*** Block opens ***
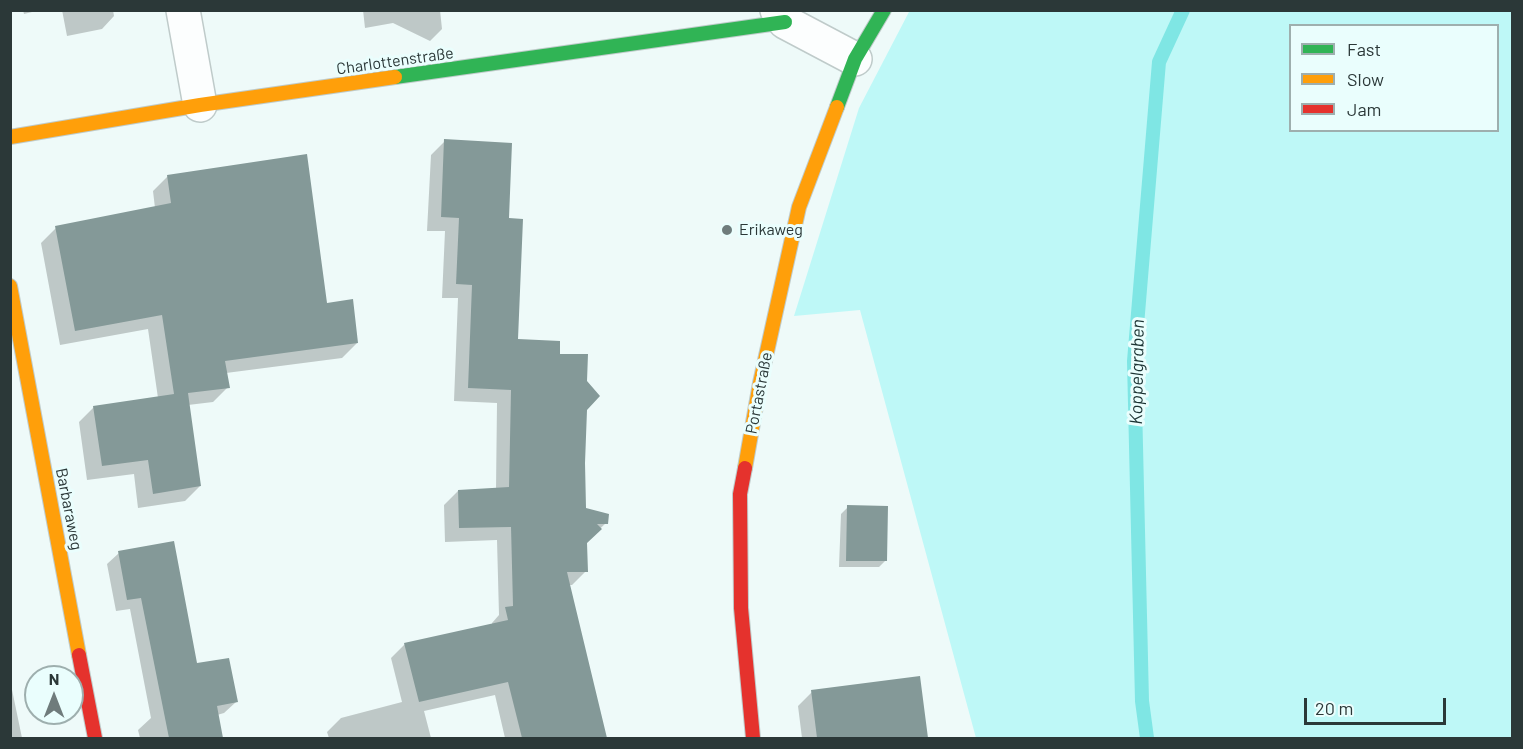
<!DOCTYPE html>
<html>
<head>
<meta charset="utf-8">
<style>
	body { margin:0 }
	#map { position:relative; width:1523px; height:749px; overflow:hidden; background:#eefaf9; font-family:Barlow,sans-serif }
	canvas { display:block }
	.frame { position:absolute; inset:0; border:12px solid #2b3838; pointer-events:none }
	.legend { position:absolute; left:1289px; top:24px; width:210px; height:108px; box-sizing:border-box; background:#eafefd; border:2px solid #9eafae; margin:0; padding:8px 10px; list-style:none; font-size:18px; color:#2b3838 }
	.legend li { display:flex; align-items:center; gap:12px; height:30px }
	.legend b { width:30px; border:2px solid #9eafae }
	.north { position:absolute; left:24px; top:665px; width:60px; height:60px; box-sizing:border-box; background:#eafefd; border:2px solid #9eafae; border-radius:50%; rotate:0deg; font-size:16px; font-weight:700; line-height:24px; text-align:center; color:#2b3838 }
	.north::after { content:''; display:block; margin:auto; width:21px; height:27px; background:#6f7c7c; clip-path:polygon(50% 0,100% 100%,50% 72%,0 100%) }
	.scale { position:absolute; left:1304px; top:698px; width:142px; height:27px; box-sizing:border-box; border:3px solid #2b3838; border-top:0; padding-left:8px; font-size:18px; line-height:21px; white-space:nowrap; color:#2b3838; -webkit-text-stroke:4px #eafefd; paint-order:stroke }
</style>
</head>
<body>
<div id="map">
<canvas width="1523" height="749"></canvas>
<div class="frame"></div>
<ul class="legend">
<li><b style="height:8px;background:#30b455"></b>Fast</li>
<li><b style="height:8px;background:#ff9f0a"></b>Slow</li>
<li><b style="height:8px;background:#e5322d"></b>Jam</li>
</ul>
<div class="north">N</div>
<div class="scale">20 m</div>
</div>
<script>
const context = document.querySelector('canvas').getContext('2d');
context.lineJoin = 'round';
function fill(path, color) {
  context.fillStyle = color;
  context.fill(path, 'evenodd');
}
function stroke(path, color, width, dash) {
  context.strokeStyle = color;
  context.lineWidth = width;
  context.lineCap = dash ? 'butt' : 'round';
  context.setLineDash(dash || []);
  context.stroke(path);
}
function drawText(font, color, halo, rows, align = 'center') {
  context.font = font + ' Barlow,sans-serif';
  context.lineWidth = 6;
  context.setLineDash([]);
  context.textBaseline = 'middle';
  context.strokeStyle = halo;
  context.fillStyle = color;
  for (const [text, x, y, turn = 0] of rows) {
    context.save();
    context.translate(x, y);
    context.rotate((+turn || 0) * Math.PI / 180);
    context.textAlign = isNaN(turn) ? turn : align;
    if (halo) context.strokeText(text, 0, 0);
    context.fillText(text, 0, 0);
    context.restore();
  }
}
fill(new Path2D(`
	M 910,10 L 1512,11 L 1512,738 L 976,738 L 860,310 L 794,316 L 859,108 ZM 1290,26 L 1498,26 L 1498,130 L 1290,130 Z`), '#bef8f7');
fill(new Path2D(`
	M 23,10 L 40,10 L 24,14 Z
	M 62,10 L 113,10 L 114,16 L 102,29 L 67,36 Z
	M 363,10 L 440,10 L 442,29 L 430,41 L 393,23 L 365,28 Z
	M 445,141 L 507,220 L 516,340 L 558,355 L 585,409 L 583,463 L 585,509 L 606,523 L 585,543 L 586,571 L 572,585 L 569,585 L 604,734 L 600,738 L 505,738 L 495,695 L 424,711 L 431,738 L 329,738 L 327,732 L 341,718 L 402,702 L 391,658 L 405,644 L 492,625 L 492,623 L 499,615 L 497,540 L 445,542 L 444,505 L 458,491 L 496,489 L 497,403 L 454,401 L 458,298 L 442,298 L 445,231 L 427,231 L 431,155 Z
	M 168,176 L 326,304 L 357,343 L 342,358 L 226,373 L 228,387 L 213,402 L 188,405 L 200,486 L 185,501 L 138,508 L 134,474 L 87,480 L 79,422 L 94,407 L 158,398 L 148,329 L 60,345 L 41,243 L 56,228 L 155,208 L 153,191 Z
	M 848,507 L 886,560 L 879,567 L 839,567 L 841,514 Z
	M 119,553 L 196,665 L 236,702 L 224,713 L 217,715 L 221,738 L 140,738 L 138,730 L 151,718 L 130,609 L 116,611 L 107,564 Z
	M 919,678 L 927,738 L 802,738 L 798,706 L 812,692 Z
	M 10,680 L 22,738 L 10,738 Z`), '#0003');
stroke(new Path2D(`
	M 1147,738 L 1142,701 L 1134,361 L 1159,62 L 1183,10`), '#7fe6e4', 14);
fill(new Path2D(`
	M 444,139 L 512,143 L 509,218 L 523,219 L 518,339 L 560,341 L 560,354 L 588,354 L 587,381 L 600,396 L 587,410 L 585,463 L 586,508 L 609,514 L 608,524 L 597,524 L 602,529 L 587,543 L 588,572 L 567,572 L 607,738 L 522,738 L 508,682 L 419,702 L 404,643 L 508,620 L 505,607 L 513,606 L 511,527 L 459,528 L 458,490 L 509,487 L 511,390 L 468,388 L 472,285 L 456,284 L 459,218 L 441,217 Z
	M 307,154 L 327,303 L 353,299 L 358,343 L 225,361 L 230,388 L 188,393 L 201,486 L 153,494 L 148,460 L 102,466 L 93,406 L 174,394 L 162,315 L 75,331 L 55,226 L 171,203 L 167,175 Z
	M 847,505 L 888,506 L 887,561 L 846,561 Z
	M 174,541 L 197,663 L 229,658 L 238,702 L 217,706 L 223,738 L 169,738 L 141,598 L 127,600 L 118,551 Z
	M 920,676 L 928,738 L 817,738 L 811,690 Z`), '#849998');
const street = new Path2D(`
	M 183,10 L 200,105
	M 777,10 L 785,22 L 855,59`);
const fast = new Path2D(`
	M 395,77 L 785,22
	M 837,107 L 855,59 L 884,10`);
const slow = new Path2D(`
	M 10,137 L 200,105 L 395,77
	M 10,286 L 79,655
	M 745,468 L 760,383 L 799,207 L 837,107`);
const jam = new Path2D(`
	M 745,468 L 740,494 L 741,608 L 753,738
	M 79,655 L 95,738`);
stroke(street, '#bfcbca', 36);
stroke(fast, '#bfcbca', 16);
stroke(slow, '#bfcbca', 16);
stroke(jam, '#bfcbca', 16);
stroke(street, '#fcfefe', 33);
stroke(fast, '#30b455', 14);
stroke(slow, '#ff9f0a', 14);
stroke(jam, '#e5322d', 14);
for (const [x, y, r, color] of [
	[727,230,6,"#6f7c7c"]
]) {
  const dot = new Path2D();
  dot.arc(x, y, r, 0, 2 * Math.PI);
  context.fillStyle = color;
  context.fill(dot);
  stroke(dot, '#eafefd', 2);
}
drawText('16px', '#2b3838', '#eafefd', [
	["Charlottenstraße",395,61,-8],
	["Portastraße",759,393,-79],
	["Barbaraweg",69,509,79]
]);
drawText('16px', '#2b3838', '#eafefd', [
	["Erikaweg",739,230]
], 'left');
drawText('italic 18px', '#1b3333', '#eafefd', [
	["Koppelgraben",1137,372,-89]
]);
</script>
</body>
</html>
*** Block closes ***
**Assignment:**
Report only the number of lines in the data above that contain "rows".

**Output of the task:**
2